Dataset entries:
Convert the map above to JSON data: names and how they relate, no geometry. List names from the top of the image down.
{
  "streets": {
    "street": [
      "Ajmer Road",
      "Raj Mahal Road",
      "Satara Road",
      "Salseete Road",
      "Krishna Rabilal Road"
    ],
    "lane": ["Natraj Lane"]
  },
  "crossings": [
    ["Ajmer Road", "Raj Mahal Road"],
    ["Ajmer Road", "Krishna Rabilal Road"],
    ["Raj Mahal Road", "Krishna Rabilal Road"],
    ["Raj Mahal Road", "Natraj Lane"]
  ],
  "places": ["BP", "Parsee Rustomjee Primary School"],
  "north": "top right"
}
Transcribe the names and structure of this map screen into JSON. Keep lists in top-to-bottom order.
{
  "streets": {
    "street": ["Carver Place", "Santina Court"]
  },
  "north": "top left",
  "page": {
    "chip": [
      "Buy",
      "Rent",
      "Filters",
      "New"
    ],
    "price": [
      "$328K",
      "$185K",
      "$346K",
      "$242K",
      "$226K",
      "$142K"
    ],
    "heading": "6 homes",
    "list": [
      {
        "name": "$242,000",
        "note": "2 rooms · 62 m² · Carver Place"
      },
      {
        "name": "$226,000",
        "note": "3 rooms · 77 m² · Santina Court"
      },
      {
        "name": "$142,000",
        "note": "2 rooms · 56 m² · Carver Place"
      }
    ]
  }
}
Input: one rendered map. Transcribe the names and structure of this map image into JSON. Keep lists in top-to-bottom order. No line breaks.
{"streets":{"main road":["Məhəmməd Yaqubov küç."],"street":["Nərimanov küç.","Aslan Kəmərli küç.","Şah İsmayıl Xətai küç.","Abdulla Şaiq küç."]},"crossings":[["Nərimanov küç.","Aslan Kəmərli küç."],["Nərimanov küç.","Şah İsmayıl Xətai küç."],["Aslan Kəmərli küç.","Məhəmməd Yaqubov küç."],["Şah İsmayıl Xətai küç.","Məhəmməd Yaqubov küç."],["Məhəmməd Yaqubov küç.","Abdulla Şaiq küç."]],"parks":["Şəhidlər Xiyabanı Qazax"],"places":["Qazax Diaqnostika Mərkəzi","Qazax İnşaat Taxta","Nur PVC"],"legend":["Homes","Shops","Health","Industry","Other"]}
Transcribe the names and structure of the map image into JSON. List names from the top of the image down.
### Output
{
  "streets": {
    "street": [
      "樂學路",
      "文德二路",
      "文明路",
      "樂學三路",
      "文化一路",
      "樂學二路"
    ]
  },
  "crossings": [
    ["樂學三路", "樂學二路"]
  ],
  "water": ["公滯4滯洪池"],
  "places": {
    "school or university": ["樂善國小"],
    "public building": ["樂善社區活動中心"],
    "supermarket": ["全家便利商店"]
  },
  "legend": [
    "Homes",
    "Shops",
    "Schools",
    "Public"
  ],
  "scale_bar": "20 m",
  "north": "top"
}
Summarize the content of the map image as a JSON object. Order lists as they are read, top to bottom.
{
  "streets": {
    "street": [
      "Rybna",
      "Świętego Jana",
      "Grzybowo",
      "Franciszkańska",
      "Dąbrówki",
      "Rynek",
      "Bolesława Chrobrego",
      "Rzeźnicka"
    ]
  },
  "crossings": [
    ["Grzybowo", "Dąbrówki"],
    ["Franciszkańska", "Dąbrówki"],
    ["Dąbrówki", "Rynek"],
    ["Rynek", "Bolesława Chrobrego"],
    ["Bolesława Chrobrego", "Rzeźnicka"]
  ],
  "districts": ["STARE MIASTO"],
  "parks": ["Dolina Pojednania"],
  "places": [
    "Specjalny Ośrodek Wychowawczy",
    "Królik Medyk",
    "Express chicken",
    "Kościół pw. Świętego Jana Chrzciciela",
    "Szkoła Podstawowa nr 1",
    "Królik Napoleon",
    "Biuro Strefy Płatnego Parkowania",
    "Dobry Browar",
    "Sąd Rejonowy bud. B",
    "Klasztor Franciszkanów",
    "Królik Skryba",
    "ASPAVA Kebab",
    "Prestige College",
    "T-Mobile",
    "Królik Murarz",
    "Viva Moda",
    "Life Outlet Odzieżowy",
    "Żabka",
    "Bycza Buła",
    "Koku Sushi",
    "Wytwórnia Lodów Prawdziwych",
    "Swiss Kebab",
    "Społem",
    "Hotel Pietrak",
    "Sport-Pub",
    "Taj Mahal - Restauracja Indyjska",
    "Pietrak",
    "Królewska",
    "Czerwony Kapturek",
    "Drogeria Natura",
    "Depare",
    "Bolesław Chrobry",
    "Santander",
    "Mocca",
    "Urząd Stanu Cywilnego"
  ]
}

WHAT TO WORK ON
All of the entries above need to be output again exactly.

RESULT OF THE TASK
Convert the map above to JSON data: names and how they relate, no geometry. List names from the top of the image down.
{
  "streets": {
    "street": [
      "Ajmer Road",
      "Raj Mahal Road",
      "Satara Road",
      "Salseete Road",
      "Krishna Rabilal Road"
    ],
    "lane": ["Natraj Lane"]
  },
  "crossings": [
    ["Ajmer Road", "Raj Mahal Road"],
    ["Ajmer Road", "Krishna Rabilal Road"],
    ["Raj Mahal Road", "Krishna Rabilal Road"],
    ["Raj Mahal Road", "Natraj Lane"]
  ],
  "places": ["BP", "Parsee Rustomjee Primary School"],
  "north": "top right"
}
Transcribe the names and structure of this map screen into JSON. Keep lists in top-to-bottom order.
{
  "streets": {
    "street": ["Carver Place", "Santina Court"]
  },
  "north": "top left",
  "page": {
    "chip": [
      "Buy",
      "Rent",
      "Filters",
      "New"
    ],
    "price": [
      "$328K",
      "$185K",
      "$346K",
      "$242K",
      "$226K",
      "$142K"
    ],
    "heading": "6 homes",
    "list": [
      {
        "name": "$242,000",
        "note": "2 rooms · 62 m² · Carver Place"
      },
      {
        "name": "$226,000",
        "note": "3 rooms · 77 m² · Santina Court"
      },
      {
        "name": "$142,000",
        "note": "2 rooms · 56 m² · Carver Place"
      }
    ]
  }
}
Input: one rendered map. Transcribe the names and structure of this map image into JSON. Keep lists in top-to-bottom order. No line breaks.
{"streets":{"main road":["Məhəmməd Yaqubov küç."],"street":["Nərimanov küç.","Aslan Kəmərli küç.","Şah İsmayıl Xətai küç.","Abdulla Şaiq küç."]},"crossings":[["Nərimanov küç.","Aslan Kəmərli küç."],["Nərimanov küç.","Şah İsmayıl Xətai küç."],["Aslan Kəmərli küç.","Məhəmməd Yaqubov küç."],["Şah İsmayıl Xətai küç.","Məhəmməd Yaqubov küç."],["Məhəmməd Yaqubov küç.","Abdulla Şaiq küç."]],"parks":["Şəhidlər Xiyabanı Qazax"],"places":["Qazax Diaqnostika Mərkəzi","Qazax İnşaat Taxta","Nur PVC"],"legend":["Homes","Shops","Health","Industry","Other"]}
Transcribe the names and structure of the map image into JSON. List names from the top of the image down.
### Output
{
  "streets": {
    "street": [
      "樂學路",
      "文德二路",
      "文明路",
      "樂學三路",
      "文化一路",
      "樂學二路"
    ]
  },
  "crossings": [
    ["樂學三路", "樂學二路"]
  ],
  "water": ["公滯4滯洪池"],
  "places": {
    "school or university": ["樂善國小"],
    "public building": ["樂善社區活動中心"],
    "supermarket": ["全家便利商店"]
  },
  "legend": [
    "Homes",
    "Shops",
    "Schools",
    "Public"
  ],
  "scale_bar": "20 m",
  "north": "top"
}
Summarize the content of the map image as a JSON object. Order lists as they are read, top to bottom.
{
  "streets": {
    "street": [
      "Rybna",
      "Świętego Jana",
      "Grzybowo",
      "Franciszkańska",
      "Dąbrówki",
      "Rynek",
      "Bolesława Chrobrego",
      "Rzeźnicka"
    ]
  },
  "crossings": [
    ["Grzybowo", "Dąbrówki"],
    ["Franciszkańska", "Dąbrówki"],
    ["Dąbrówki", "Rynek"],
    ["Rynek", "Bolesława Chrobrego"],
    ["Bolesława Chrobrego", "Rzeźnicka"]
  ],
  "districts": ["STARE MIASTO"],
  "parks": ["Dolina Pojednania"],
  "places": [
    "Specjalny Ośrodek Wychowawczy",
    "Królik Medyk",
    "Express chicken",
    "Kościół pw. Świętego Jana Chrzciciela",
    "Szkoła Podstawowa nr 1",
    "Królik Napoleon",
    "Biuro Strefy Płatnego Parkowania",
    "Dobry Browar",
    "Sąd Rejonowy bud. B",
    "Klasztor Franciszkanów",
    "Królik Skryba",
    "ASPAVA Kebab",
    "Prestige College",
    "T-Mobile",
    "Królik Murarz",
    "Viva Moda",
    "Life Outlet Odzieżowy",
    "Żabka",
    "Bycza Buła",
    "Koku Sushi",
    "Wytwórnia Lodów Prawdziwych",
    "Swiss Kebab",
    "Społem",
    "Hotel Pietrak",
    "Sport-Pub",
    "Taj Mahal - Restauracja Indyjska",
    "Pietrak",
    "Królewska",
    "Czerwony Kapturek",
    "Drogeria Natura",
    "Depare",
    "Bolesław Chrobry",
    "Santander",
    "Mocca",
    "Urząd Stanu Cywilnego"
  ]
}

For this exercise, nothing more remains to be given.